Using Permeable Paving Materials

Permeable paving materials are alternatives to conventional pavement surfaces designed to increase infiltration and reduce stormwater runoff and pollutant loads.  Alternative materials include modular concrete paving blocks, modular concrete or plastic lattice, cast-in-place concrete grids, and soil enhancement technologies.  These practices increase a site’s load bearing capacity and allow grass growth and infiltration (Metropolitan Council, 2001). Stone, gravel, and other low-tech materials can also be used as alternatives for low traffic applications such as driveways, haul roads, and access roads.

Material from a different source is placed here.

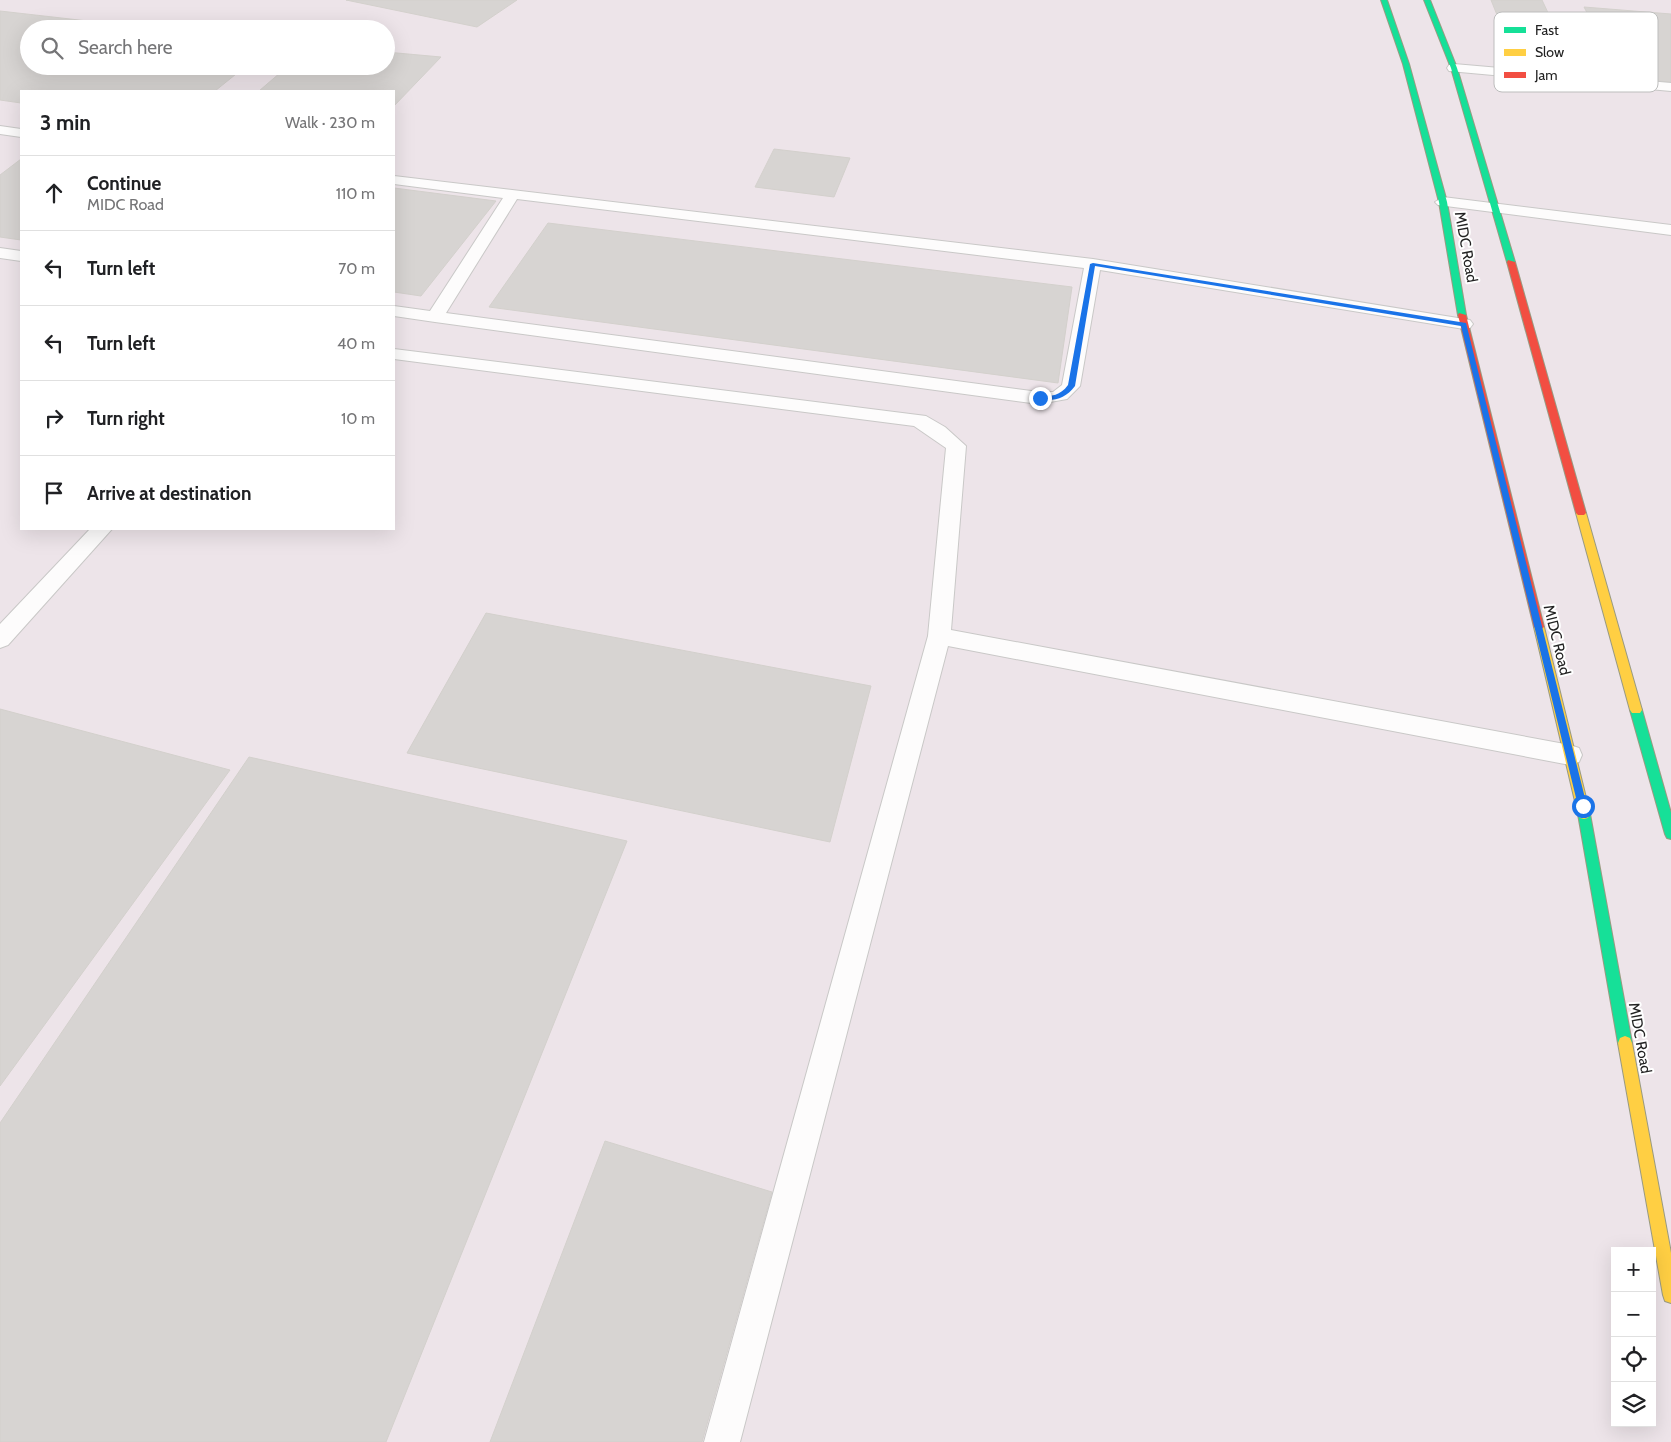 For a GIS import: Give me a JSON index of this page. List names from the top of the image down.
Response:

Porous asphalt or concrete, also known as porous pavement, is similar to conventional asphalt but formulated to have more void space for greater water passage through the material. Traditionally, porous pavement has had limited application in cold climates such as Connecticut due to the potential for clogging as a result of sand application.  Porous pavement has been successfully used for some parking lot applications in New England where the underlying soils are sufficiently permeable.  One example is a parking lot demonstration project at Walden Pond State Reservation in eastern Massachusetts.

While permeable paving materials can make sense in many parking lot designs, site-specific factors such as accessibility, soils, maintenance, and long-term performance must be carefully considered.  Permeable paving materials are most appropriate in areas of low traffic volume (e.g., generally less than 500 average daily trips or ADT) such as roadside rights-of-ways, emergency access lanes, delivery access routes, residential driveways, and overflow parking. Chapter Eleven of this manual contains additional siting and design guidance for permeable pavement materials.

These alternative design practices address the size, shape, density, and appearance of residential development.

Maintaining Pre-Development Vegetation

Pre-development vegetation should be maintained to the extent possible.  Vegetation intercepts rainfall and promotes evapotranspiration, thereby reducing the volume of runoff from a site.  Trees and other vegetation can be incorporated into a site by planting additional vegetation, clustering tree areas, and conserving native vegetation.  Wherever practical, trees should be incorporated into community open space, street rights-of-way, parking lot islands, bioretention areas, and other landscaped areas.

Open Space Development

Open space development, also known as conservation or cluster development, can reduce the amount of impervious area for a given number of lots.  Open space development is a compact form of development that concentrates density in one portion of the site in exchange for reduced density elsewhere (Center for Watershed Protection, 1998a).  Open space development has been advocated by planners for many years for community design, preservation of rural character, or creation of affordable housing.  However, it has only recently been identified as a site planning practice for reducing imperviousness and for environmental protection.  Open space design is most effective for reducing impervious cover when used in conjunction with narrower streets and other alternative site design practices.  Studies have shown that open space designs can reduce impervious cover from 15 to 50 percent when compared to conventional subdivision designs, particularly if narrow streets are utilized (NEMO, 1999). Open space designs can generally achieve significant reductions in impervious cover for most residential zones, although only minor reductions occur in areas with 1/8-acre lots and smaller (Center for Watershed Protection, 1998a).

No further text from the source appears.